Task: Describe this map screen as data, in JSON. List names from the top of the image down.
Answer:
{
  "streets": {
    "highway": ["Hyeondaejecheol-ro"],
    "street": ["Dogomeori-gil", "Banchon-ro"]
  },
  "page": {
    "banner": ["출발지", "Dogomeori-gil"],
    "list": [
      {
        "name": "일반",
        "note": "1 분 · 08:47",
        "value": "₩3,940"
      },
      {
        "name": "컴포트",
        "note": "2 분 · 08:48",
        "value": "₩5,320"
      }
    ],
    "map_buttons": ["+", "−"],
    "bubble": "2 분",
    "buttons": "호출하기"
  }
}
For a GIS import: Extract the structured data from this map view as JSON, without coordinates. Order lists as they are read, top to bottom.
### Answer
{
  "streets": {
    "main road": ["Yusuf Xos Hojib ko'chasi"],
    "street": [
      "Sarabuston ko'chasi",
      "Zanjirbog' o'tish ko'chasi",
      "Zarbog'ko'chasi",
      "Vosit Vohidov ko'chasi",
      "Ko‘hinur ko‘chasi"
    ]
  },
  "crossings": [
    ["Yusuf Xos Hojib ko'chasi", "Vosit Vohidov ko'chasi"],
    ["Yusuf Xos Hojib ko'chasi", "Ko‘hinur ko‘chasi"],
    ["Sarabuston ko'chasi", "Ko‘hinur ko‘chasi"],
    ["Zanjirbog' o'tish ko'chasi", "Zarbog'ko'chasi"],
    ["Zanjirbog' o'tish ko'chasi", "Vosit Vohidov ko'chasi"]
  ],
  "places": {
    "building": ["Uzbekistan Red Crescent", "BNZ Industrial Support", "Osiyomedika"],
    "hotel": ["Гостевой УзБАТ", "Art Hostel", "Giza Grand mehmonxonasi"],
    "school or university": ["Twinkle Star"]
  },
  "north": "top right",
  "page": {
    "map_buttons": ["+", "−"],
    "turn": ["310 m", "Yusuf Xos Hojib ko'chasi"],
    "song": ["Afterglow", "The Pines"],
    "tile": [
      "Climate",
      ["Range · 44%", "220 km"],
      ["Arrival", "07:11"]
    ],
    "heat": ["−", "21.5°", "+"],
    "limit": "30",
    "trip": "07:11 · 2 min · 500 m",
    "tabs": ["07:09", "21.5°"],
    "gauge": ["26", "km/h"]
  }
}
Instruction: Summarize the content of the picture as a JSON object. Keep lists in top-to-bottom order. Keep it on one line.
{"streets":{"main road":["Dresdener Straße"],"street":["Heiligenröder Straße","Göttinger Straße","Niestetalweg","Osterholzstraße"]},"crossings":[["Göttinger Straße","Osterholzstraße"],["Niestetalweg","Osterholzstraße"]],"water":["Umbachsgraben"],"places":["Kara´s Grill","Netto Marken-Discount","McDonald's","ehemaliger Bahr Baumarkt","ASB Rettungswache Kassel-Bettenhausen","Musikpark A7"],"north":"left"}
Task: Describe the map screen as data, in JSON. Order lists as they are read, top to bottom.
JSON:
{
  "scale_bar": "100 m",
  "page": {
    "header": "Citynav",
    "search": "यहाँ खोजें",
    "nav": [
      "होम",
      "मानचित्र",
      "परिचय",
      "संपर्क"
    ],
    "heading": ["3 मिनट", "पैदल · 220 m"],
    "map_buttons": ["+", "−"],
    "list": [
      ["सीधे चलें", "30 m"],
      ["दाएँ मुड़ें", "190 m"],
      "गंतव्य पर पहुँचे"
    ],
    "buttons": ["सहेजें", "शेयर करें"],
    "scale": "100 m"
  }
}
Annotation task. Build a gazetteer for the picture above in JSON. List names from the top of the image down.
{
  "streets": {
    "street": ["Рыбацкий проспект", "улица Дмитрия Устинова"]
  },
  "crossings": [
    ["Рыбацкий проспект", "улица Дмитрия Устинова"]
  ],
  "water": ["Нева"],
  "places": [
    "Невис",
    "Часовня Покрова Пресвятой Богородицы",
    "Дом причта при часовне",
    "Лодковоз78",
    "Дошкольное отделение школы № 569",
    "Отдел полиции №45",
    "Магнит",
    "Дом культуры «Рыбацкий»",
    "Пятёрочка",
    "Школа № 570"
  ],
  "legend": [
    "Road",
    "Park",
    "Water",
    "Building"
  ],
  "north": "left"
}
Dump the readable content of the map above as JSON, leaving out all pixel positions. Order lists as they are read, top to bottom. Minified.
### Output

+ + + + +

EXERCISE OBJECTIVE = Copy the data. Make sure every line matches exactly.

TASK SOLUTION =
Task: Describe this map screen as data, in JSON. List names from the top of the image down.
Answer:
{
  "streets": {
    "highway": ["Hyeondaejecheol-ro"],
    "street": ["Dogomeori-gil", "Banchon-ro"]
  },
  "page": {
    "banner": ["출발지", "Dogomeori-gil"],
    "list": [
      {
        "name": "일반",
        "note": "1 분 · 08:47",
        "value": "₩3,940"
      },
      {
        "name": "컴포트",
        "note": "2 분 · 08:48",
        "value": "₩5,320"
      }
    ],
    "map_buttons": ["+", "−"],
    "bubble": "2 분",
    "buttons": "호출하기"
  }
}
For a GIS import: Extract the structured data from this map view as JSON, without coordinates. Order lists as they are read, top to bottom.
### Answer
{
  "streets": {
    "main road": ["Yusuf Xos Hojib ko'chasi"],
    "street": [
      "Sarabuston ko'chasi",
      "Zanjirbog' o'tish ko'chasi",
      "Zarbog'ko'chasi",
      "Vosit Vohidov ko'chasi",
      "Ko‘hinur ko‘chasi"
    ]
  },
  "crossings": [
    ["Yusuf Xos Hojib ko'chasi", "Vosit Vohidov ko'chasi"],
    ["Yusuf Xos Hojib ko'chasi", "Ko‘hinur ko‘chasi"],
    ["Sarabuston ko'chasi", "Ko‘hinur ko‘chasi"],
    ["Zanjirbog' o'tish ko'chasi", "Zarbog'ko'chasi"],
    ["Zanjirbog' o'tish ko'chasi", "Vosit Vohidov ko'chasi"]
  ],
  "places": {
    "building": ["Uzbekistan Red Crescent", "BNZ Industrial Support", "Osiyomedika"],
    "hotel": ["Гостевой УзБАТ", "Art Hostel", "Giza Grand mehmonxonasi"],
    "school or university": ["Twinkle Star"]
  },
  "north": "top right",
  "page": {
    "map_buttons": ["+", "−"],
    "turn": ["310 m", "Yusuf Xos Hojib ko'chasi"],
    "song": ["Afterglow", "The Pines"],
    "tile": [
      "Climate",
      ["Range · 44%", "220 km"],
      ["Arrival", "07:11"]
    ],
    "heat": ["−", "21.5°", "+"],
    "limit": "30",
    "trip": "07:11 · 2 min · 500 m",
    "tabs": ["07:09", "21.5°"],
    "gauge": ["26", "km/h"]
  }
}
Instruction: Summarize the content of the picture as a JSON object. Keep lists in top-to-bottom order. Keep it on one line.
{"streets":{"main road":["Dresdener Straße"],"street":["Heiligenröder Straße","Göttinger Straße","Niestetalweg","Osterholzstraße"]},"crossings":[["Göttinger Straße","Osterholzstraße"],["Niestetalweg","Osterholzstraße"]],"water":["Umbachsgraben"],"places":["Kara´s Grill","Netto Marken-Discount","McDonald's","ehemaliger Bahr Baumarkt","ASB Rettungswache Kassel-Bettenhausen","Musikpark A7"],"north":"left"}
Task: Describe the map screen as data, in JSON. Order lists as they are read, top to bottom.
JSON:
{
  "scale_bar": "100 m",
  "page": {
    "header": "Citynav",
    "search": "यहाँ खोजें",
    "nav": [
      "होम",
      "मानचित्र",
      "परिचय",
      "संपर्क"
    ],
    "heading": ["3 मिनट", "पैदल · 220 m"],
    "map_buttons": ["+", "−"],
    "list": [
      ["सीधे चलें", "30 m"],
      ["दाएँ मुड़ें", "190 m"],
      "गंतव्य पर पहुँचे"
    ],
    "buttons": ["सहेजें", "शेयर करें"],
    "scale": "100 m"
  }
}
Annotation task. Build a gazetteer for the picture above in JSON. List names from the top of the image down.
{
  "streets": {
    "street": ["Рыбацкий проспект", "улица Дмитрия Устинова"]
  },
  "crossings": [
    ["Рыбацкий проспект", "улица Дмитрия Устинова"]
  ],
  "water": ["Нева"],
  "places": [
    "Невис",
    "Часовня Покрова Пресвятой Богородицы",
    "Дом причта при часовне",
    "Лодковоз78",
    "Дошкольное отделение школы № 569",
    "Отдел полиции №45",
    "Магнит",
    "Дом культуры «Рыбацкий»",
    "Пятёрочка",
    "Школа № 570"
  ],
  "legend": [
    "Road",
    "Park",
    "Water",
    "Building"
  ],
  "north": "left"
}
Dump the readable content of the map above as JSON, leaving out all pixel positions. Order lists as they are read, top to bottom. Minified.
### Output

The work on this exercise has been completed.